Collected data entries.

*** Begin section ***

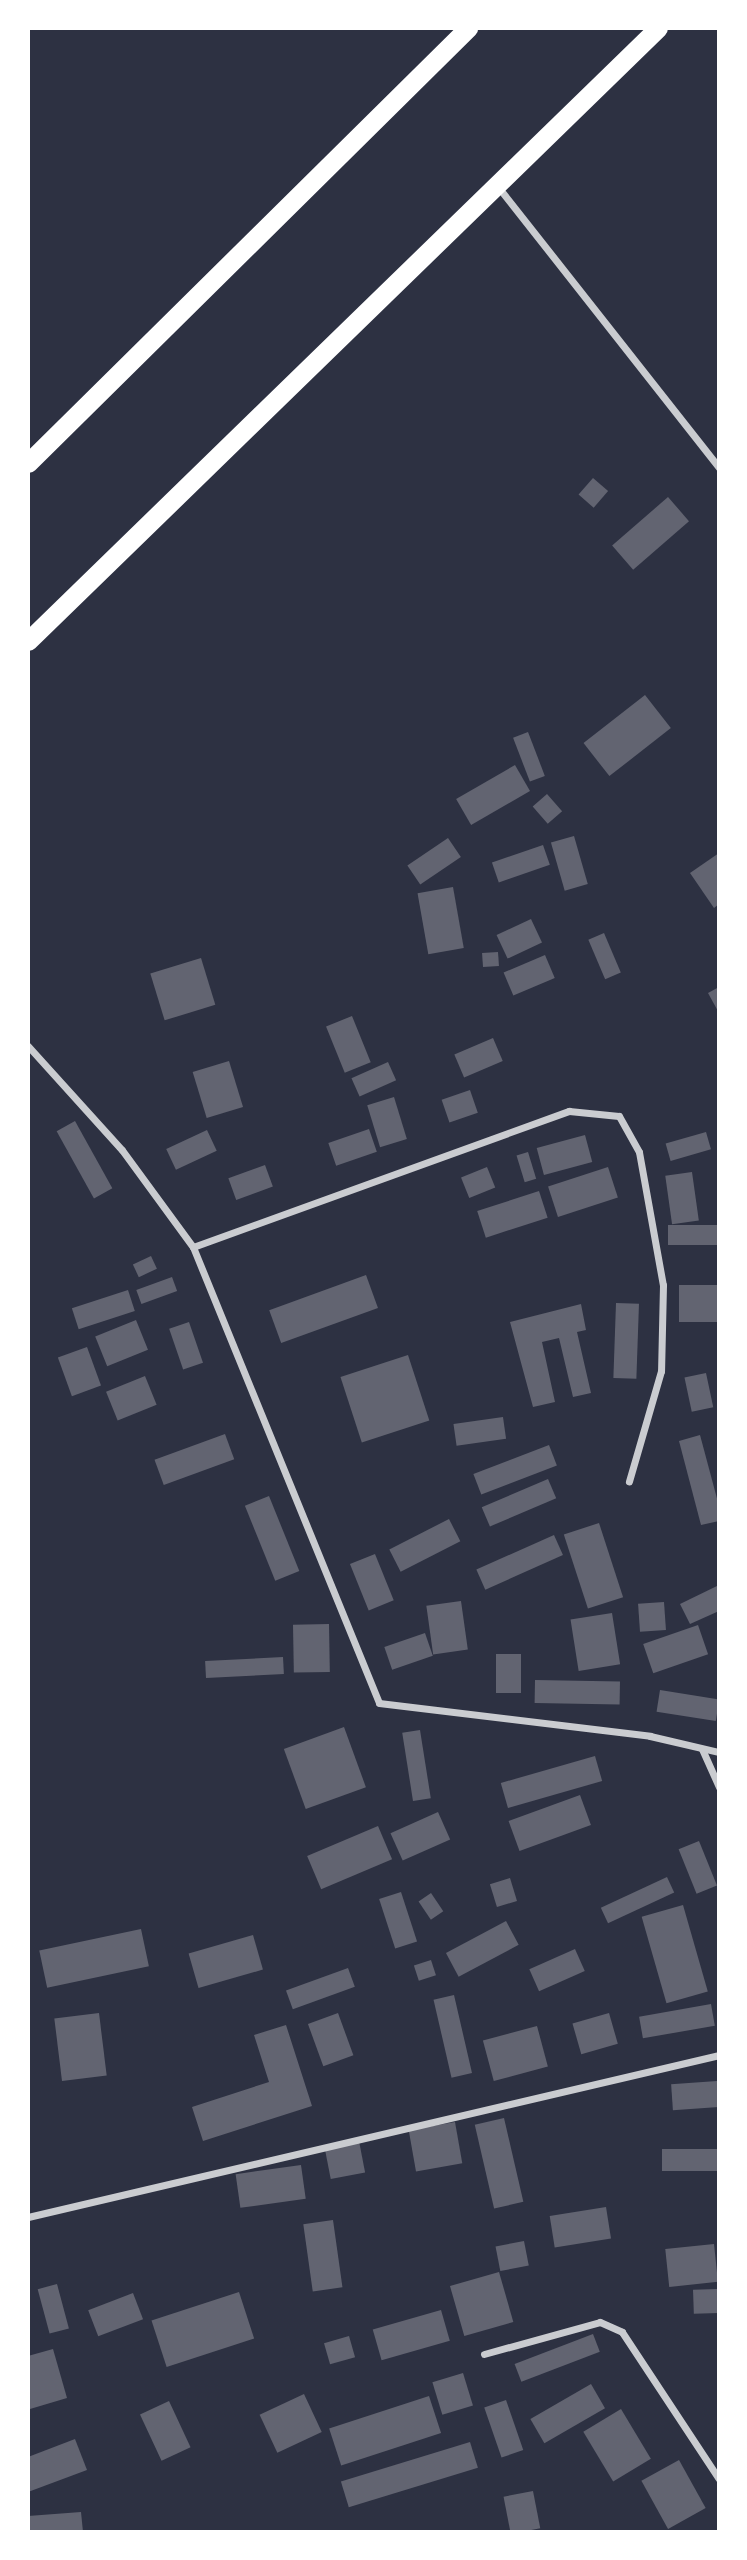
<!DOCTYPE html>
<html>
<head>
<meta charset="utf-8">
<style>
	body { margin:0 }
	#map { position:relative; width:747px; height:2560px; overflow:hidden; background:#2d3142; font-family:Rubik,sans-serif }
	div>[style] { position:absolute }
	.building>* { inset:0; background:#626471; transform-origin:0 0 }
	.minor>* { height:7px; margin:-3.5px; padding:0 3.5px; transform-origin:3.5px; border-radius:3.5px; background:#caccd0 }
	.trunk>* { height:19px; margin:-9.5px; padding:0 9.5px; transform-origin:9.5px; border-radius:9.5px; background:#fff }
	span { translate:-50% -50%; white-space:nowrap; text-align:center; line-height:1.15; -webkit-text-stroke:6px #fff; paint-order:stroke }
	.frame { position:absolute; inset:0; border:30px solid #fff; pointer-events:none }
</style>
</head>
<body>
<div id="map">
	<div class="building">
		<i style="left:593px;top:478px;width:20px;height:22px;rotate:41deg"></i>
		<i style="left:668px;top:497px;width:32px;height:74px;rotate:49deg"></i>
		<i style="left:645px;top:695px;width:42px;height:78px;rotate:52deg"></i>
		<i style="left:528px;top:732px;width:47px;height:16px;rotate:69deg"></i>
		<i style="left:515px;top:765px;width:30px;height:68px;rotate:60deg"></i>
		<i style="left:547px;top:794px;width:23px;height:19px;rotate:49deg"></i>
		<i style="left:574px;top:836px;width:50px;height:24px;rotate:74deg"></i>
		<i style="left:448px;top:838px;width:23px;height:49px;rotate:56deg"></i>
		<i style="left:543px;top:845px;width:21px;height:54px;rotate:71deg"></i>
		<i style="clip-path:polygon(719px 853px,719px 904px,714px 908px,690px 873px)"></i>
		<i style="left:453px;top:887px;width:62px;height:36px;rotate:80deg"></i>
		<i style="left:531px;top:919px;width:26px;height:38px;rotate:65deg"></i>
		<i style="left:604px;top:933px;width:43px;height:17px;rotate:67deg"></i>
		<i style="left:498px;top:952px;width:14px;height:16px;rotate:86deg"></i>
		<i style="left:545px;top:955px;width:25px;height:45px;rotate:67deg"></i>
		<i style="left:201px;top:958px;width:49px;height:53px;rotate:73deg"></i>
		<i style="clip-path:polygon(719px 987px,719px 1013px,708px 993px)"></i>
		<i style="left:352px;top:1016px;width:50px;height:28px;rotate:68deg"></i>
		<i style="left:493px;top:1038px;width:25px;height:42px;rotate:67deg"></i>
		<i style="left:229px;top:1061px;width:48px;height:38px;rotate:73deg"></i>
		<i style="left:388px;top:1062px;width:20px;height:40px;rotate:66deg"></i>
		<i style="left:470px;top:1090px;width:24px;height:30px;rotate:71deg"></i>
		<i style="left:394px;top:1097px;width:44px;height:28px;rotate:73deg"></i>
		<i style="left:75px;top:1121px;width:77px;height:21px;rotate:61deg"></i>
		<i style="left:369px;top:1129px;width:24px;height:43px;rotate:71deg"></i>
		<i style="left:207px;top:1130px;width:23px;height:45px;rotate:65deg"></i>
		<i style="left:706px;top:1132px;width:18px;height:42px;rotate:74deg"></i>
		<i style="left:585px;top:1135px;width:28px;height:50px;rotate:75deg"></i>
		<i style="left:528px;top:1152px;width:28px;height:12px;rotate:73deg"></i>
		<i style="left:265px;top:1165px;width:23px;height:39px;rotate:70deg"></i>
		<i style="left:487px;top:1167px;width:22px;height:28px;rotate:68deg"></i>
		<i style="left:608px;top:1167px;width:32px;height:63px;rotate:72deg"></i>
		<i style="left:692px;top:1172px;width:49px;height:27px;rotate:82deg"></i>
		<i style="left:539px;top:1191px;width:28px;height:65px;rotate:72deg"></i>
		<i style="left:719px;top:1225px;width:20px;height:51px;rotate:90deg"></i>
		<i style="left:151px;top:1256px;width:14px;height:20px;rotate:65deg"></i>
		<i style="left:366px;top:1275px;width:35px;height:103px;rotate:70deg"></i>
		<i style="left:172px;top:1277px;width:15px;height:38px;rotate:70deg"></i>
		<i style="left:719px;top:1285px;width:37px;height:40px;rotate:90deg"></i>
		<i style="left:128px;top:1290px;width:22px;height:59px;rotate:72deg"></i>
		<i style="left:616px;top:1303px;width:23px;height:75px;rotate:2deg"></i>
		<i style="clip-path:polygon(581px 1304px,586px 1330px,577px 1332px,591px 1393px,573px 1397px,559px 1338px,542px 1342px,555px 1402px,533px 1407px,510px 1322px)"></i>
		<i style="left:136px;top:1320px;width:32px;height:44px;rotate:68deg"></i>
		<i style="left:189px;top:1322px;width:43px;height:21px;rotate:71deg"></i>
		<i style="left:87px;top:1347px;width:41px;height:31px;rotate:70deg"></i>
		<i style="left:408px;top:1355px;width:69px;height:71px;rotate:72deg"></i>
		<i style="left:706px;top:1373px;width:35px;height:22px;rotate:78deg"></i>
		<i style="left:145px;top:1376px;width:31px;height:42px;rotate:68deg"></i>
		<i style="left:503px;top:1417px;width:22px;height:50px;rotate:82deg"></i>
		<i style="left:225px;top:1434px;width:27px;height:75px;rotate:70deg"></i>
		<i style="clip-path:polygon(700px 1435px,719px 1506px,719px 1521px,701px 1525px,679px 1441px)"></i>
		<i style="left:549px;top:1445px;width:22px;height:81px;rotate:69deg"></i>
		<i style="left:548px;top:1479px;width:21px;height:72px;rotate:67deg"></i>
		<i style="left:269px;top:1496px;width:81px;height:26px;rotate:68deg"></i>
		<i style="left:449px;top:1519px;width:25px;height:67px;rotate:63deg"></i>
		<i style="left:599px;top:1523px;width:78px;height:37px;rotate:72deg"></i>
		<i style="left:554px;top:1535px;width:22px;height:85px;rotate:66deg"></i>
		<i style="left:375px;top:1554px;width:50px;height:27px;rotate:68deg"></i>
		<i style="clip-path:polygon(717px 1586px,719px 1611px,690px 1624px,680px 1604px)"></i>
		<i style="left:461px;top:1601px;width:49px;height:35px;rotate:82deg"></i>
		<i style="left:664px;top:1602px;width:28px;height:26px;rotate:86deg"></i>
		<i style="left:612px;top:1613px;width:52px;height:42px;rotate:81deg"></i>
		<i style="left:329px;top:1624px;width:48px;height:36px;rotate:89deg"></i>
		<i style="left:698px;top:1625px;width:31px;height:58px;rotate:71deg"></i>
		<i style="left:425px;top:1633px;width:24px;height:43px;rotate:71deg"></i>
		<i style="left:496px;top:1654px;width:25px;height:39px"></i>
		<i style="left:283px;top:1657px;width:17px;height:78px;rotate:87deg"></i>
		<i style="left:535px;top:1680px;width:85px;height:23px;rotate:1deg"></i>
		<i style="left:660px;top:1690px;width:60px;height:22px;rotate:9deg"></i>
		<i style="left:344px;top:1727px;width:64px;height:64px;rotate:70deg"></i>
		<i style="left:420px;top:1730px;width:69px;height:18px;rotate:81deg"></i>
		<i style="left:595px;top:1756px;width:26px;height:98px;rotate:74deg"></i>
		<i style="left:580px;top:1795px;width:32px;height:76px;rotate:70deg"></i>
		<i style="left:438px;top:1812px;width:30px;height:52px;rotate:66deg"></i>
		<i style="left:378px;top:1826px;width:36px;height:77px;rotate:67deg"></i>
		<i style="left:699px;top:1841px;width:48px;height:22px;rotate:68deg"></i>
		<i style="left:667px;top:1877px;width:17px;height:73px;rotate:65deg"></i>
		<i style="left:510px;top:1878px;width:24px;height:21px;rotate:73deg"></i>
		<i style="left:401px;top:1892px;width:52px;height:23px;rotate:72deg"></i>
		<i style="left:431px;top:1893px;width:22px;height:15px;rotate:56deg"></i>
		<i style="left:683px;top:1905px;width:90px;height:43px;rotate:74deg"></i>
		<i style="left:506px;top:1921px;width:27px;height:68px;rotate:62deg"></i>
		<i style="left:141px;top:1929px;width:38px;height:104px;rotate:78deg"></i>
		<i style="left:253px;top:1935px;width:36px;height:67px;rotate:74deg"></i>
		<i style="left:575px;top:1949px;width:24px;height:50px;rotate:66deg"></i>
		<i style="left:431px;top:1960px;width:16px;height:18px;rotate:72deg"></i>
		<i style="left:348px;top:1968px;width:20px;height:66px;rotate:70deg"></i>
		<i style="left:454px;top:1995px;width:80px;height:21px;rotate:77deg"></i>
		<i style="left:711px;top:2004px;width:22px;height:73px;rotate:80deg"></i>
		<i style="left:99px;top:2013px;width:63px;height:45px;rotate:83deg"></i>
		<i style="left:338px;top:2013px;width:45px;height:32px;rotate:70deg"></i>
		<i style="left:609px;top:2013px;width:32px;height:38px;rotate:74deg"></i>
		<i style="clip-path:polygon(286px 2025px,312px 2106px,203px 2141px,192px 2107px,269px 2082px,254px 2035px)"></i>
		<i style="left:537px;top:2026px;width:42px;height:56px;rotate:75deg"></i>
		<i style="left:717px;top:2081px;width:26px;height:46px;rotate:86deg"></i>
		<i style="left:504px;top:2118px;width:86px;height:30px;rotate:77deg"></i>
		<i style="left:455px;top:2122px;width:42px;height:47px;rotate:80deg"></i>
		<i style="left:359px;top:2141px;width:32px;height:35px;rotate:79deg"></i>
		<i style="left:719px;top:2149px;width:22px;height:57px;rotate:90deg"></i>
		<i style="left:301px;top:2165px;width:34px;height:66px;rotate:82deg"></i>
		<i style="left:606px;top:2207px;width:32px;height:57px;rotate:81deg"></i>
		<i style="left:333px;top:2220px;width:68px;height:30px;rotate:82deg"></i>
		<i style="left:524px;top:2241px;width:25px;height:29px;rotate:79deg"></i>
		<i style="left:714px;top:2244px;width:38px;height:49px;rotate:84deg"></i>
		<i style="left:499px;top:2272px;width:52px;height:51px;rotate:74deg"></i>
		<i style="left:57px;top:2284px;width:46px;height:20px;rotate:75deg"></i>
		<i style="left:718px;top:2289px;width:24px;height:25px;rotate:88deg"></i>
		<i style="left:239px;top:2292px;width:49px;height:92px;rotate:72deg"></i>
		<i style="left:133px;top:2293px;width:28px;height:48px;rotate:69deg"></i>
		<i style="left:441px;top:2310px;width:32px;height:71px;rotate:74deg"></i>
		<i style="left:593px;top:2334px;width:19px;height:84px;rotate:69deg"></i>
		<i style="left:349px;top:2336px;width:22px;height:26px;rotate:74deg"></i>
		<i style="clip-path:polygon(53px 2349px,67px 2398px,30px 2409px,28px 2356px)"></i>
		<i style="left:463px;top:2373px;width:34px;height:32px;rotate:73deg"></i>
		<i style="left:591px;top:2384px;width:28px;height:70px;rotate:60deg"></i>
		<i style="left:304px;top:2394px;width:42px;height:49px;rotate:65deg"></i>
		<i style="left:429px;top:2396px;width:39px;height:105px;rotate:72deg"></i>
		<i style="left:506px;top:2400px;width:53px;height:23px;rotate:71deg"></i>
		<i style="left:169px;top:2401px;width:51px;height:32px;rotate:65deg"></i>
		<i style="left:621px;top:2409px;width:58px;height:44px;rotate:59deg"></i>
		<i style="clip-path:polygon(75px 2439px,87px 2470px,28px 2492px,28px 2457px)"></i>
		<i style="left:470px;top:2442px;width:27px;height:135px;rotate:73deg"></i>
		<i style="left:679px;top:2460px;width:55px;height:43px;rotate:61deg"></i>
		<i style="left:533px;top:2491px;width:38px;height:30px;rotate:79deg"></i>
		<i style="clip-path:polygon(81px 2512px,83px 2532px,28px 2532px,28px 2516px)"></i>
	</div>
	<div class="minor">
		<i style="left:499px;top:188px;width:356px;rotate:51.8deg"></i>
		<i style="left:28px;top:1046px;width:140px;rotate:47.9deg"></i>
		<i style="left:122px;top:1150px;width:120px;rotate:53.8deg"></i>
		<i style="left:193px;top:1247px;width:492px;rotate:67.8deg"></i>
		<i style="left:379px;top:1703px;width:273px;rotate:6.9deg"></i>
		<i style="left:650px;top:1736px;width:71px;rotate:13.1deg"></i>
		<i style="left:193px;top:1247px;width:400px;rotate:-19.9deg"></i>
		<i style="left:569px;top:1111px;width:50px;rotate:5.7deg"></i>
		<i style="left:619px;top:1116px;width:41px;rotate:60.9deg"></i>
		<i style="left:639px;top:1152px;width:135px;rotate:79.8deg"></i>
		<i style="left:663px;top:1285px;width:86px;rotate:91.3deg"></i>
		<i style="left:661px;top:1371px;width:115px;rotate:106.2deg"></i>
		<i style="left:702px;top:1749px;width:42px;rotate:65.9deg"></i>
		<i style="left:28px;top:2217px;width:710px;rotate:-13.19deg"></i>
		<i style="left:484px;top:2354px;width:120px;rotate:-15.4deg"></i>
		<i style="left:600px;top:2322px;width:24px;rotate:24deg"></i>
		<i style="left:622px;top:2332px;width:176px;rotate:56.6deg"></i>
	</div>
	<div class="trunk">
		<i style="left:28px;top:463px;width:619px;rotate:-44.67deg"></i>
		<i style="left:28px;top:641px;width:879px;rotate:-44.22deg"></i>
	</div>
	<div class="frame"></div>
</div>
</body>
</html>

*** End section ***

Your assignment. Repeat, word for word and with no pictures, only the lines running from the beginning of the data to the line that contains "position:relative; width:747px; height:2560px;".

Exercise output.
<!DOCTYPE html>
<html>
<head>
<meta charset="utf-8">
<style>
	body { margin:0 }
	#map { position:relative; width:747px; height:2560px; overflow:hidden; background:#2d3142; font-family:Rubik,sans-serif }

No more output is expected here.